A défaut d'un meilleur amendement, auquel la qualité de vos arguments nous permettrait de nous rallier avec raison, à défaut de le faire avec le coeur, pourquoi ne pas adopter celui que vous propose M. Domeizel ?
M. le président. La parole est à M. Gérard Le Cam, pour présenter les amendements n°s 81, 83 et 82.
M. Gérard Le Cam. Cette discussion est l'occasion de dénoncer, une fois encore, le fait que l'instauration des sections départementales au sein des listes régionales est nuisible pour la démocratie.
Si la loi du 19 janvier 1999 a, certes, le défaut de permettre la présentation de listes de candidats à rallonge, elle permet, grâce à ce dispositif, aux électeurs de connaître exactement la situation politique de leur région et la place que pourra y occuper le candidat de leur choix.
Avec le système des sections départementales, combiné à la règle de la parité, laquelle ne s'applique, entre parenthèses, qu'au premier tour, les électeurs seront dans l'impossibilité de faire un choix éclairé, qui réponde au mieux à leurs aspirations politiques.
Est-ce là rapprocher les élus régionaux de leurs électeurs, comme l'affirme dans son rapport M. Gélard, pour qui l'article 8 répond à cet objectif de proximité ? Il faudra nous donner d'autres explications pour nous convaincre !
En effet, on nous explique que l'on tire la conséquence de la création des sections départementales au sein des listes régionales pour fixer les modalités de remplacement des conseillers régionaux.
L'article L. 360 du code électoral dispose en effet que « le candidat venant sur une liste immédiatement après le dernier élu est appelé à remplacer le conseiller régional élu sur cette liste dont le siège devient vacant pour quelque cause que ce soit », notamment en raison de la règle de non-cumul des mandats.
L'article L. 360, tel qu'il est modifié par votre projet de loi, prévoit que le siège sera désormais pourvu par le candidat venant immédiatement après le dernier élu dans la section départementale de la liste à laquelle appartenait le conseiller à remplacer.
Vous avez d'ailleurs dû également modifier le tableau n° 7 annexé au code électoral, qui fixe, dans sa dernière colonne, le nombre de candidats par section départementale, région par région.
Toutefois, le nombre total de candidats est supérieur aux effectifs des conseils régionaux, à raison de deux postes supplémentaires par département, afin justement de pourvoir aux vacances de sièges susceptibles de se produire en cours de mandature.
Cette situation entraîne tout simplement la plus grande confusion, non seulement au sein des listes, mais aussi - et c'est plus grave - dans l'esprit des électeurs, qui, croyant voter pour une liste avec des candidats inscrits dans un ordre préalablement établi, pourront se retrouver avec un conseiller régional qu'ils ne souhaitaient pas forcément voir élu.
Ce n'est pas ce que l'on pourrait qualifier, à proprement parler, de démocratie.
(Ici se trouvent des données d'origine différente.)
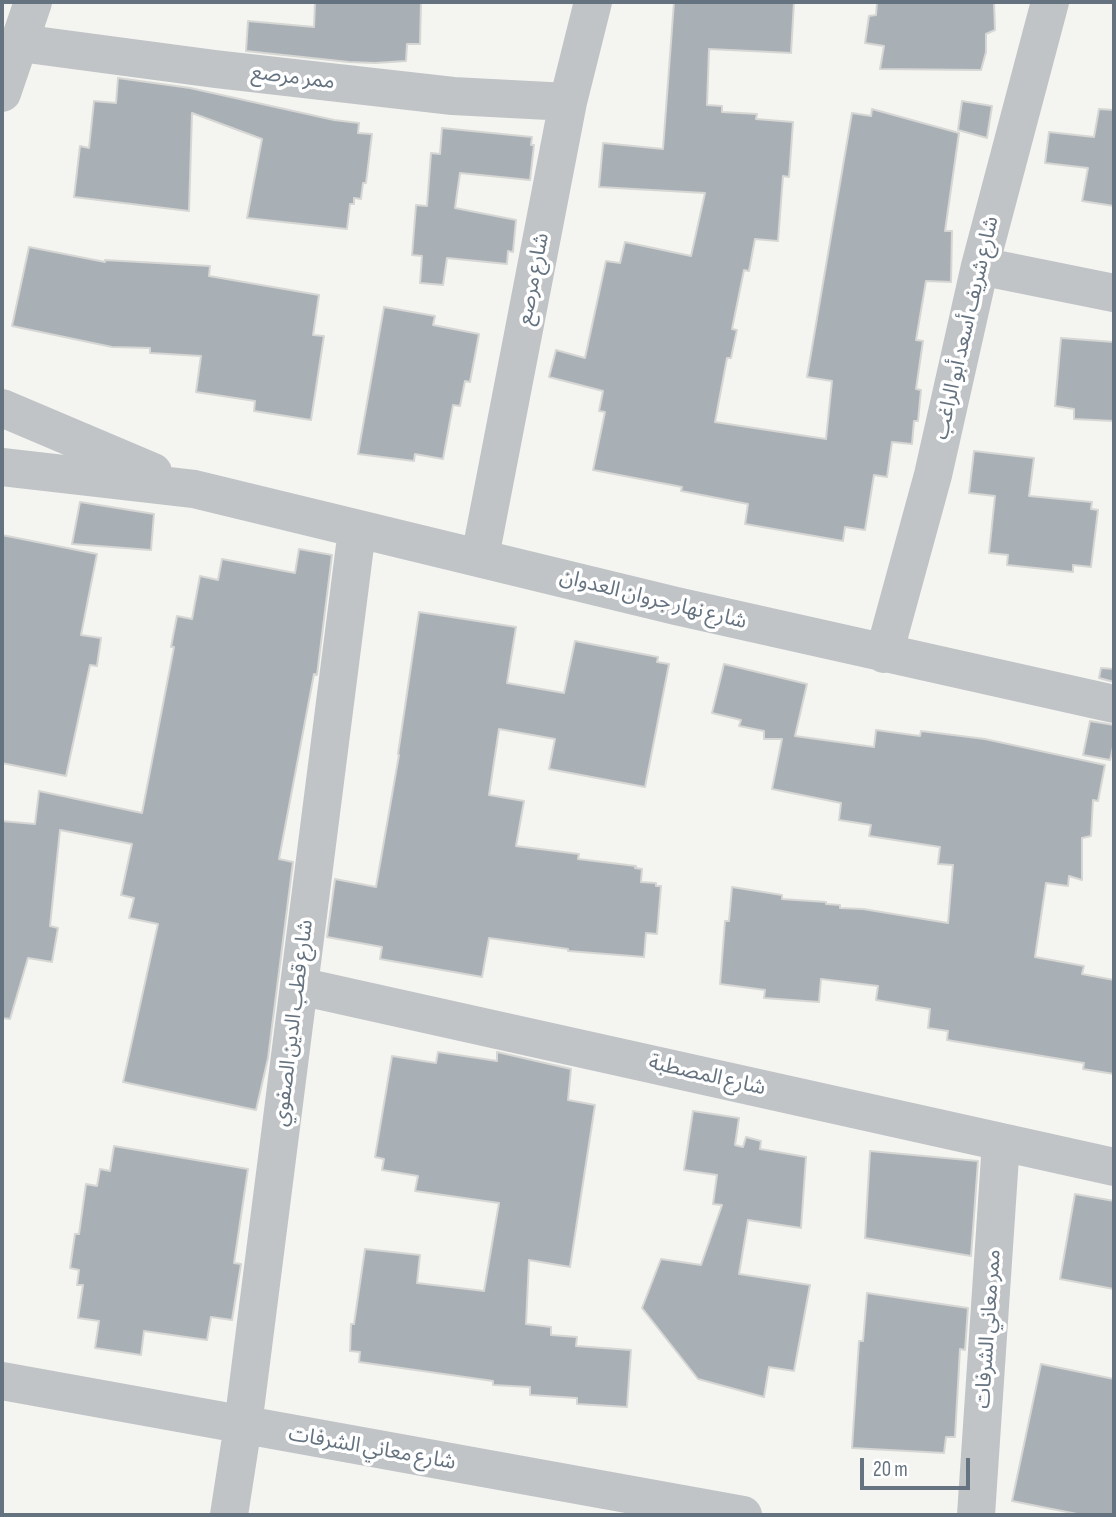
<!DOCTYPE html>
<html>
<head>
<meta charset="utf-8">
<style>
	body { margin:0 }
	#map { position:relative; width:1116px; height:1517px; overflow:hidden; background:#f4f4f1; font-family:"Sofia Sans Condensed",sans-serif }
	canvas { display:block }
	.frame { position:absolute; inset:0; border:4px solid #657380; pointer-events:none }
	.scale { position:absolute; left:860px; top:1458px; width:110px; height:32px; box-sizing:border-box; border:4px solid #657380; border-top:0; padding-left:9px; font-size:21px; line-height:24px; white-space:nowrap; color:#657380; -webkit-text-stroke:5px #fff; paint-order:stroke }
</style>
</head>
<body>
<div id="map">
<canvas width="1116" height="1517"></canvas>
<div class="frame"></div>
<div class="scale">20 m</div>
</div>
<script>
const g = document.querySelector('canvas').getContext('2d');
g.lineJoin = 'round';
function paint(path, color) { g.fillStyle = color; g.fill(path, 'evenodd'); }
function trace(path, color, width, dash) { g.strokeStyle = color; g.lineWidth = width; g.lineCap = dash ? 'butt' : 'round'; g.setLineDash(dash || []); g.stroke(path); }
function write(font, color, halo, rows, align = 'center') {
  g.font = font + ' "Sofia Sans Condensed","Noto Sans Arabic",sans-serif'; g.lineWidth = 7; g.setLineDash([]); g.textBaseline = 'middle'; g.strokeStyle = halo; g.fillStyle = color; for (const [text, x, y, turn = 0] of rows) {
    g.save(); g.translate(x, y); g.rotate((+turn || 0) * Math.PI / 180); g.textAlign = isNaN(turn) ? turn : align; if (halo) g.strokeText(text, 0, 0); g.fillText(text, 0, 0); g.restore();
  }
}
const building = new Path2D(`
	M315 2H421L420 44H407L406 61 375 63 349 62 246 51 248 21 314 27Z
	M674 2H794L791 53 709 49 707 105 722 106V112L757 114 756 119 793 122 789 177 783 176 778 241 755 239 749 271 744 270 732 329 737 330 731 358H727L715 422 826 439 832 381 807 377 852 113 871 116 872 109 959 133 945 231H952L951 282 926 281 916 340 923 341 916 389 921 390 918 421H914L912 444 892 442 887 477 874 475 865 530 845 527 843 541 745 524 748 504 681 491 682 487 593 470 605 412 599 411 603 391 549 377 556 350 585 358 606 261 620 263 625 242 691 256 705 193 599 187 603 143 663 149Z
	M877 2H994L995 30 986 34V52L981 70 880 69 884 46 865 43 869 16 876 15Z
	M118 78 190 88 334 120 359 123 358 133 372 134 366 183H363L361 199 354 198V204H350L347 229 247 218 262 139 192 113 189 211 74 197 80 146 89 148 94 101 116 103Z
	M962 101 992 106 987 138 958 130Z
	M1099 109 1114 110V206L1082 201 1088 168 1045 163 1049 132 1094 137Z
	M442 128 532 137 531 145H534L530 180 460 173 455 208 516 220 513 252 508 251 507 264 447 258 443 285 420 283 422 256 412 255 416 205 427 206 431 153 440 154Z
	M29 247 105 262V260L210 266 209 276 319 295 313 335 324 336 311 420 254 411 255 401 196 392 201 356 150 353V348L112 347 12 326Z
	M384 307 435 316 433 325 479 334 470 382 465 381 460 406 453 405 443 459 415 454 414 461 358 454Z
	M1061 338 1114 342V421L1074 419V409L1055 406Z
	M974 451 1034 458 1029 496 1092 502 1091 509 1098 510 1091 567 1073 565V572L1007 565 1008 555 989 553 995 496 969 493Z
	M80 502 154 514 151 550 72 544Z
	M2 535 97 554 81 635 101 638 97 666 90 665 66 776 2 763Z
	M299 549 332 555 317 675 314 674 279 859 293 862 268 1058 256 1110 123 1082 158 924 129 918 134 898 121 895 132 844 60 830 50 926 58 928 52 962 28 958 10 1019 2 1018V821L35 824 39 791 142 813 174 647H171L177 616 192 619 200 576 218 580 222 559 295 573Z
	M419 612 516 627 507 683 564 693 575 641 658 657 657 662 669 664 645 787 549 769 555 739 499 729 489 795 524 801 516 846 579 854 578 859 636 866 635 868 642 869 641 882 656 883V886H661L657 934 646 933 644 957 568 951V949L489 938 482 977 380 959 382 947 327 937 335 879 376 887 399 755 398 754Z
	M724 664 807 684 795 736 874 747 876 730 920 736 921 731 985 739 1105 765 1098 801 1093 800 1091 836 1082 838V880L1069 876 1068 886 1046 883 1035 957 1084 966 1082 974 1114 980V1074L1083 1069 1084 1063 947 1040 948 1031 928 1028 930 1009 876 1000 878 986 821 979 819 1002 764 998 765 990 720 984 725 921H729L732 887 782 895V899L826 902V904L840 905V908L863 909 948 923 953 865 938 864 940 847 869 836 871 825 839 820 841 803 772 789 782 739H764V731L739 726 741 720 712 713Z
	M1101 668 1114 669V682L1099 678Z
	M1090 721 1114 725V743L1110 760 1083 755Z
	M438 1052 497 1061V1052L571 1069 568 1100 595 1105 570 1267 529 1260 526 1324 551 1327V1335L577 1337 576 1346 631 1350 627 1407 577 1404V1398L530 1395V1387L493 1385V1381L359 1362 360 1352 350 1351 351 1324H354L365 1249 420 1255 417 1283 484 1291 499 1203 415 1191 418 1176 382 1170 384 1159 375 1157 392 1056 436 1063Z
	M693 1111 739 1118 735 1145 743 1147 746 1137 761 1141 760 1149 806 1157 801 1228 748 1220 739 1274 810 1285 794 1371 769 1367 764 1397 698 1379 642 1308 661 1259 701 1265 722 1205 713 1204 717 1175 684 1170Z
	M114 1146 248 1169 234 1263 241 1264 232 1320 211 1317 207 1340 144 1331 141 1355 95 1348 99 1321 78 1318 83 1285H77L79 1270 70 1268 75 1234H79L86 1184 97 1186 100 1169 110 1171Z
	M870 1151 978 1161 971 1256 865 1238Z
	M1075 1194 1114 1201V1289L1060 1279Z
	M867 1293 968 1308 965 1350 960 1349 955 1437H946L944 1453 852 1448 859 1341H863Z
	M1041 1364 1114 1379V1515H1082L1012 1501Z`);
paint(building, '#a9b0b5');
trace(building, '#d6d6d4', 2);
trace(new Path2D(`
	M20 43 215 69 453 96 568 102
	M2 93 33 2
	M980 266 1114 293
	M2 408 153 472
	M2 467 194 489 676 606 1114 704
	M480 557 568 102 593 2
	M884 654 933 475 980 266 1050 2
	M299 986 1114 1167
	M2 1381 743 1515
	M229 1515 243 1425 357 530
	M976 1515 1001 1142`), '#c0c4c7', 38);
write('21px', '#657380', '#fff', [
	["ممر مرصع",293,78,7],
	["شارع مرصع",534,279,-79],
	["شارع شريف أسعد أبو الراغب",967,328,-77],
	["شارع نهار جروان العدوان",653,600,14],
	["شارع قطب الدين الصفوي",294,1023,-83],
	["شارع المصطبة",707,1076,13],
	["ممر معاني الشرفات",989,1329,-86],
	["شارع معاني الشرفات",372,1449,10]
]);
</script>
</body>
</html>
Les électeurs n'en seront que plus déconnectés de la vie politique de leur région et auront de plus, si une vacance se présente au sein du conseil régional, l'impression d'avoir été bernés.
Avec notre dernier amendement, qui est un amendement de repli au cas où notre amendement de suppression de l'article 8 serait rejeté, nous proposons, justement, de supprimer le premier alinéa dudit article, puisque nous en dénonçons le caractère antidémocratique.
M. le président. Quel est l'avis de la commission ?
M. Patrice Gélard, rapporteur. Sur les amendements identiques n°s 80 et 269, qui visent à supprimer l'article 8, je ne peux, par coordination avec ce que nous avons adopté avant, qu'émettre un avis défavorable.
Le problème, qui est réel, posé par M. Domeizel dans l'amendement n° 270 rectifié bis est partiellement résolu, puisque, pour la première fois dans l'histoire des élections régionales, il est prévu que, dans les sections départementales, il y aura deux noms de plus que de sièges à pourvoir.
Evidemment, on peut toujours envisager les pires catastrophes, par exemple que, dans un département où seuls trois sièges sont à pourvoir, les cinq membres de la liste meurent dans le même accident de voiture, ou encore qu'un membre de la liste voisine organise, comme dans Noblesse oblige, leur assassinat successif ! Mais il est tout de même quelque peu irréaliste d'envisager ces solutions extrêmes !
Cela dit, je tiens à préciser plusieurs points.
Tout d'abord, il est courant que les assemblées ne soient pas complètes. En particulier, rien n'oblige, quand une liste municipale est épuisée, de procéder à une élection partielle tant que le maire n'a pas à être élu.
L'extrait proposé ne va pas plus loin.